¡Oye, esto! En Santa Clara le cantan claro a Díaz-Canel: "Queremos corriente"
Un cartel en Santa Clara reclama a Díaz-Canel por la falta de corriente y comida, reflejando el malestar ciudadano ante los apagones.
Qué pasó
¡Tremendo bochinche se armó en Santa Clara, mi gente! Aparentemente, unos vecinos del barrio La Vigía, en la zona de Pescavilla, amanecieron y se encontraron con un cartelito pegado, y no era para invitar a una fiesta precisamente.
El mensaje, que se pasea por las redes, era directo y sin rodeos, dirigido ni más ni menos que al mismísimo presidente cubano, Miguel Díaz-Canel. Imagínate el cuadro, un reclamo en plena calle que dice: “Díaz-Canel, queremos comida, queremos corriente”. ¡Agarra eso!
Dónde y cuándo
Esto se pone bueno en Santa Clara, allá en Villa Clara, un lugar que seguro estaba ardiendo no solo por el calor, sino por la falta de electricidad. Sucedió hace poco, y la noticia se regó como pólvora gracias a un perfil de por ahí que se hace llamar Nio Reportando un Crimen, que soltó la sopa con fotos y todo.

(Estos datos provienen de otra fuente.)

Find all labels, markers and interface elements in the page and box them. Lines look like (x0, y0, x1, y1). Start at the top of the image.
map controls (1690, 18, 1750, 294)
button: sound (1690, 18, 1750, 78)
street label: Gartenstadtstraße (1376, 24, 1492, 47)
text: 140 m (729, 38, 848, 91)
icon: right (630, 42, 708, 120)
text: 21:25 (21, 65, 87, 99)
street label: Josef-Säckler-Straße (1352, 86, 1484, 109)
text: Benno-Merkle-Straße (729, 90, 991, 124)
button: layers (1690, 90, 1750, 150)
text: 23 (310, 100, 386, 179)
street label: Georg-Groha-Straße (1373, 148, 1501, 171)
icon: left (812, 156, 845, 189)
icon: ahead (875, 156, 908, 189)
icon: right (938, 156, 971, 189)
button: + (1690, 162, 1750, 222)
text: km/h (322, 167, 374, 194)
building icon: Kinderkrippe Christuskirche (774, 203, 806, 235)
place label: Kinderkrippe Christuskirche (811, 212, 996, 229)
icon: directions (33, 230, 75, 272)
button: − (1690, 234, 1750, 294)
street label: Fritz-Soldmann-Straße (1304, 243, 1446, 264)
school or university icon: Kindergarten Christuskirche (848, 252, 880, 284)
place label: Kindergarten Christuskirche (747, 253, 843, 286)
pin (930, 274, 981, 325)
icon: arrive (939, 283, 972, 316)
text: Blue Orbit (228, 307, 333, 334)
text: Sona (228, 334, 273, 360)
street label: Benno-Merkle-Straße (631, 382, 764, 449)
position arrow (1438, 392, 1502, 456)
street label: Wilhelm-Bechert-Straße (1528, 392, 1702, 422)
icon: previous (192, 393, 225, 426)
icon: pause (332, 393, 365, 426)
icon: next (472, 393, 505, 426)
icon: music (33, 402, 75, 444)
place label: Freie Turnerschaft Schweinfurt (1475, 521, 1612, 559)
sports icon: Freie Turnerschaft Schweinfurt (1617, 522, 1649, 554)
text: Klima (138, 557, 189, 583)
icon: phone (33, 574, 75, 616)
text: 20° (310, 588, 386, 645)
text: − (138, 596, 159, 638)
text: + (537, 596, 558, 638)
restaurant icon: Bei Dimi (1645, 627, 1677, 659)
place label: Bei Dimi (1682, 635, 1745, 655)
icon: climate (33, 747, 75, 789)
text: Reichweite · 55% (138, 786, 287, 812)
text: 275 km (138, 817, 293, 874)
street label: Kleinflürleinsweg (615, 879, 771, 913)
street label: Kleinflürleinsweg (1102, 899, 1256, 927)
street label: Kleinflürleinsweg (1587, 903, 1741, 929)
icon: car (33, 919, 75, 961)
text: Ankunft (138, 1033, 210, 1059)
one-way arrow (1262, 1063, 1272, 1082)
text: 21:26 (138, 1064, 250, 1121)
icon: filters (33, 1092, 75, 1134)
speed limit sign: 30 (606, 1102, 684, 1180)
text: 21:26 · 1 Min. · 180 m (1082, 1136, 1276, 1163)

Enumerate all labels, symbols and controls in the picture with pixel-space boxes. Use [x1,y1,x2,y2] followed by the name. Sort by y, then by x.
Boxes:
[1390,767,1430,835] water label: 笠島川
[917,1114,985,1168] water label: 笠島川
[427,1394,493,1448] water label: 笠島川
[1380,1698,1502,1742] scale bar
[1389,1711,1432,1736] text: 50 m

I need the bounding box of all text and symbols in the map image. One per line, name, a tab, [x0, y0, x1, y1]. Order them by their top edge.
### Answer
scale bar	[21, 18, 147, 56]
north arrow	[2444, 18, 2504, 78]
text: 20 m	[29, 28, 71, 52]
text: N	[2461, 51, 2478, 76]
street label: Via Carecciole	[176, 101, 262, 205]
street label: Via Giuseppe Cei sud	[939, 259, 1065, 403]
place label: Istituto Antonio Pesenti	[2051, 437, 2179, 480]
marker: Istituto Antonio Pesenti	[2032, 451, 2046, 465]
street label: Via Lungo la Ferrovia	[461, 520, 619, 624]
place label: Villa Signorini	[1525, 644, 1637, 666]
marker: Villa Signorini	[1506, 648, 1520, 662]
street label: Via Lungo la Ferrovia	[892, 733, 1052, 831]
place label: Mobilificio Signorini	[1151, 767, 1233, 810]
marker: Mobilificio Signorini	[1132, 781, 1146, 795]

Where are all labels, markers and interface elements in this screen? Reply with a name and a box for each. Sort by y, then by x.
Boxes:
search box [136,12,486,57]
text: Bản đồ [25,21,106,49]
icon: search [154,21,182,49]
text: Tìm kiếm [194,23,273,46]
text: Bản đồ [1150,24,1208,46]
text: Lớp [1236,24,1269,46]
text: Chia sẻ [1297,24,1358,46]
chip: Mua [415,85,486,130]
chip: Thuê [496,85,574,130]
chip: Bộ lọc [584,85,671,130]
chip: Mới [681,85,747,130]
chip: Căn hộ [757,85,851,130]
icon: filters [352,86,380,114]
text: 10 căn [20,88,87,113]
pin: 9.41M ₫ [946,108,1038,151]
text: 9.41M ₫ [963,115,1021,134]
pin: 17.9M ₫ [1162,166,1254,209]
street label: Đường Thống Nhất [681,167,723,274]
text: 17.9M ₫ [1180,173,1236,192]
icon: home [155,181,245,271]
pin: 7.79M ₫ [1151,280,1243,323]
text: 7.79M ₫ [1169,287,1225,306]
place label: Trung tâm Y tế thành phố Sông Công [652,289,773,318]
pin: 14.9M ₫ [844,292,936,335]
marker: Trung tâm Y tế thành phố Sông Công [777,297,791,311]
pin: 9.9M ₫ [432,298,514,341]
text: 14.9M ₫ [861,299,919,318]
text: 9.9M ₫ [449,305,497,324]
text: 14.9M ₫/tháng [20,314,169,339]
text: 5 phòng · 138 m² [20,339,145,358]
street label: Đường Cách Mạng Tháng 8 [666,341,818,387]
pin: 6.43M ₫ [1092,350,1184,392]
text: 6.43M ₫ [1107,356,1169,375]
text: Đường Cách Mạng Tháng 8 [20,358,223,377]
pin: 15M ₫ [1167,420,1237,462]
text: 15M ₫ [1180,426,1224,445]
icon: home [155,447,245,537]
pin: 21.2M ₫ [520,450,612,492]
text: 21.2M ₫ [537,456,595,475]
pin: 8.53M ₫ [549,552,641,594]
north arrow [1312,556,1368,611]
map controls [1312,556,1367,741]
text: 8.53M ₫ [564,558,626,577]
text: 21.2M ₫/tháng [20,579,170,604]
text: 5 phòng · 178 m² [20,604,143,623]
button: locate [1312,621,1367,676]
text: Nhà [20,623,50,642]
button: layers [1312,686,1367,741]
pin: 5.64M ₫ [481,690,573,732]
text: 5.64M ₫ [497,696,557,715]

El cartel, un grito callejero, apareció en La Vigía, un barrio que seguro estaba sufriendo los embates de los apagones prolongados. El ambiente, ni te cuento, seguro estaba tenso, con la gente guayando en medio del calor y la oscuridad.
Por qué importa
Y esto importa porque no es cualquier cosa, caballero. Es la prueba de que la paciencia del pueblo se está agotando, y la falta de corriente y comida es un dolor de cabeza para cualquiera. Cuando la gente se cansa de esperar, empieza a buscar la manera de que su descontento se oiga.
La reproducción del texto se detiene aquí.